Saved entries
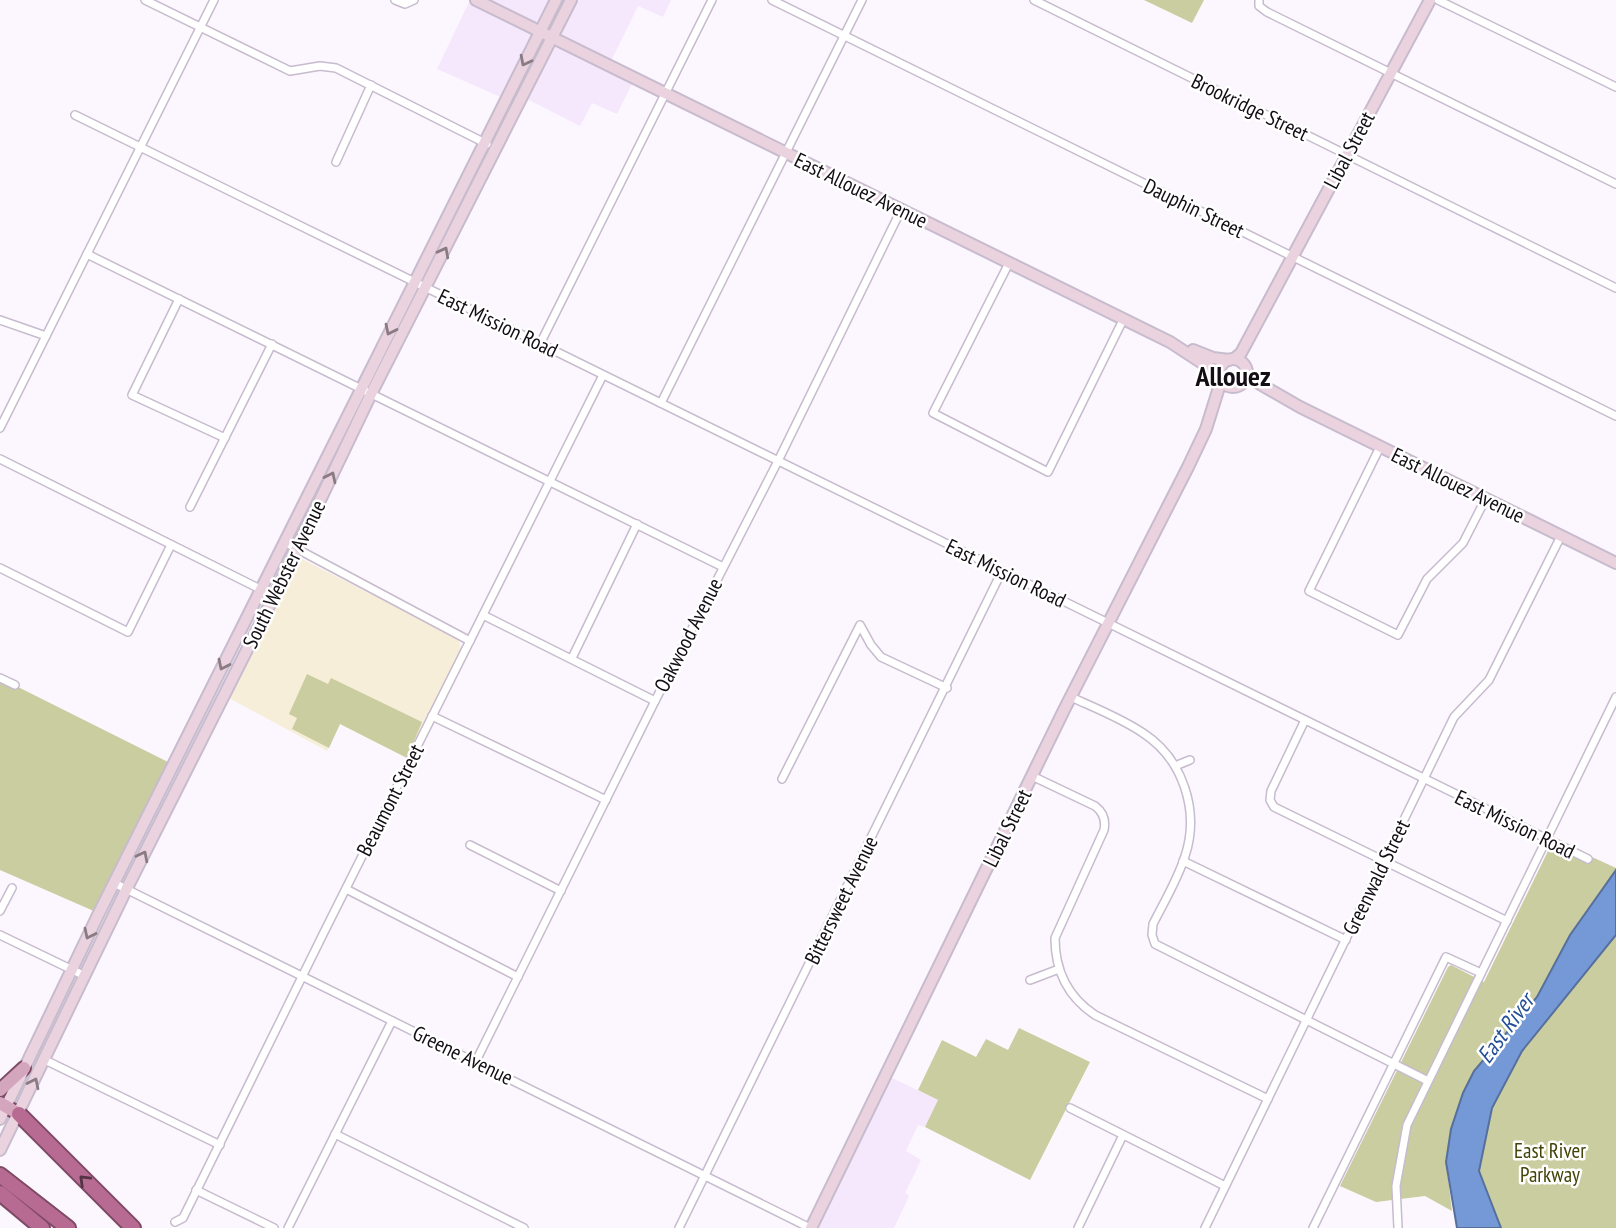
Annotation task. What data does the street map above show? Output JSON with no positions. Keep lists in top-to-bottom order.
{
  "streets": {
    "street": [
      "Brookridge Street",
      "Libal Street",
      "East Allouez Avenue",
      "Dauphin Street",
      "East Mission Road",
      "South Webster Avenue",
      "Oakwood Avenue",
      "Beaumont Street",
      "Greenwald Street",
      "Bittersweet Avenue",
      "Greene Avenue"
    ]
  },
  "crossings": [
    ["Brookridge Street", "Libal Street"],
    ["Libal Street", "East Allouez Avenue"],
    ["Libal Street", "Dauphin Street"],
    ["Libal Street", "East Mission Road"],
    ["Libal Street", "Greene Avenue"],
    ["East Allouez Avenue", "South Webster Avenue"],
    ["East Allouez Avenue", "Oakwood Avenue"],
    ["East Allouez Avenue", "Greenwald Street"],
    ["East Mission Road", "South Webster Avenue"],
    ["East Mission Road", "Oakwood Avenue"],
    ["East Mission Road", "Beaumont Street"],
    ["East Mission Road", "Greenwald Street"],
    ["East Mission Road", "Bittersweet Avenue"],
    ["South Webster Avenue", "Greene Avenue"],
    ["Oakwood Avenue", "Greene Avenue"],
    ["Beaumont Street", "Greene Avenue"],
    ["Bittersweet Avenue", "Greene Avenue"]
  ],
  "districts": ["Allouez"],
  "water": ["East River"],
  "parks": ["East River Parkway"]
}
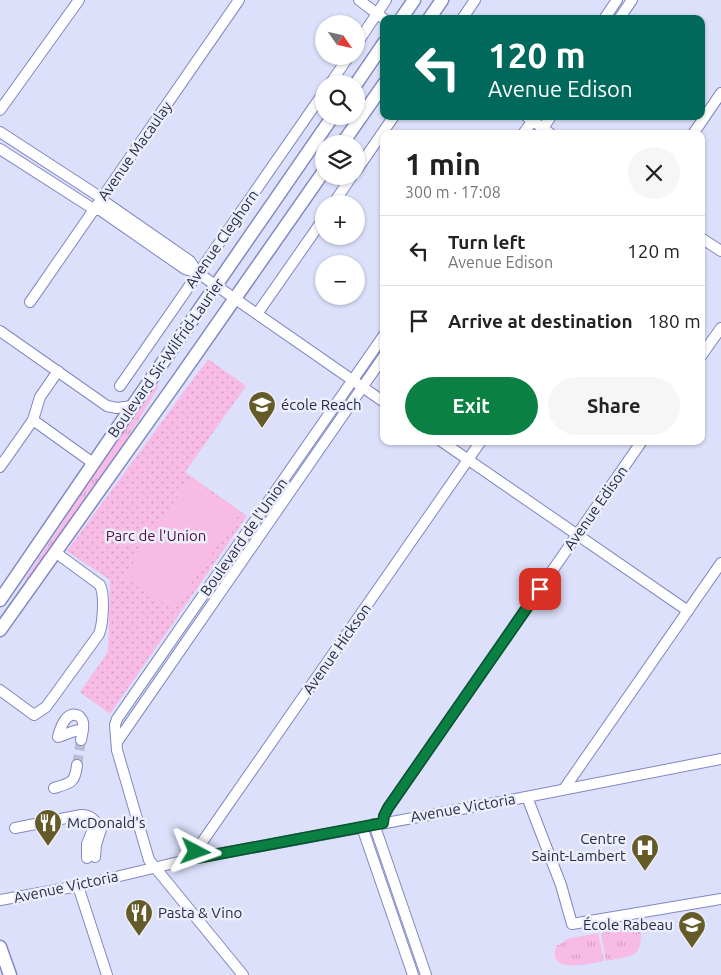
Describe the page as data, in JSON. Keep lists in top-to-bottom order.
{
  "streets": {
    "main road": ["Boulevard Sir-Wilfrid-Laurier"],
    "street": [
      "Avenue Macaulay",
      "Avenue Cleghorn",
      "Avenue Edison",
      "Boulevard de l'Union",
      "Avenue Hickson",
      "Avenue Victoria"
    ]
  },
  "crossings": [
    ["Avenue Edison", "Avenue Victoria"],
    ["Boulevard de l'Union", "Avenue Victoria"],
    ["Avenue Hickson", "Avenue Victoria"]
  ],
  "parks": ["Parc de l'Union"],
  "places": {
    "school or university": ["école Reach", "École Rabeau"],
    "restaurant": ["McDonald's", "Pasta & Vino"],
    "hospital": ["Centre Saint-Lambert"]
  },
  "north": "bottom right",
  "page": {
    "map_buttons": ["+", "−"],
    "turn": ["120 m", "Avenue Edison"],
    "heading": ["1 min", "300 m · 17:08"],
    "list": [
      {
        "name": "Turn left",
        "note": "Avenue Edison",
        "value": "120 m"
      },
      {
        "name": "Arrive at destination",
        "value": "180 m"
      }
    ],
    "buttons": ["Exit", "Share"]
  }
}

**What needs to be done:** From the line that contains "Describe the page" through the end of the records above, print every line exactly and nothing else.

**Written response:**
Describe the page as data, in JSON. Keep lists in top-to-bottom order.
{
  "streets": {
    "main road": ["Boulevard Sir-Wilfrid-Laurier"],
    "street": [
      "Avenue Macaulay",
      "Avenue Cleghorn",
      "Avenue Edison",
      "Boulevard de l'Union",
      "Avenue Hickson",
      "Avenue Victoria"
    ]
  },
  "crossings": [
    ["Avenue Edison", "Avenue Victoria"],
    ["Boulevard de l'Union", "Avenue Victoria"],
    ["Avenue Hickson", "Avenue Victoria"]
  ],
  "parks": ["Parc de l'Union"],
  "places": {
    "school or university": ["école Reach", "École Rabeau"],
    "restaurant": ["McDonald's", "Pasta & Vino"],
    "hospital": ["Centre Saint-Lambert"]
  },
  "north": "bottom right",
  "page": {
    "map_buttons": ["+", "−"],
    "turn": ["120 m", "Avenue Edison"],
    "heading": ["1 min", "300 m · 17:08"],
    "list": [
      {
        "name": "Turn left",
        "note": "Avenue Edison",
        "value": "120 m"
      },
      {
        "name": "Arrive at destination",
        "value": "180 m"
      }
    ],
    "buttons": ["Exit", "Share"]
  }
}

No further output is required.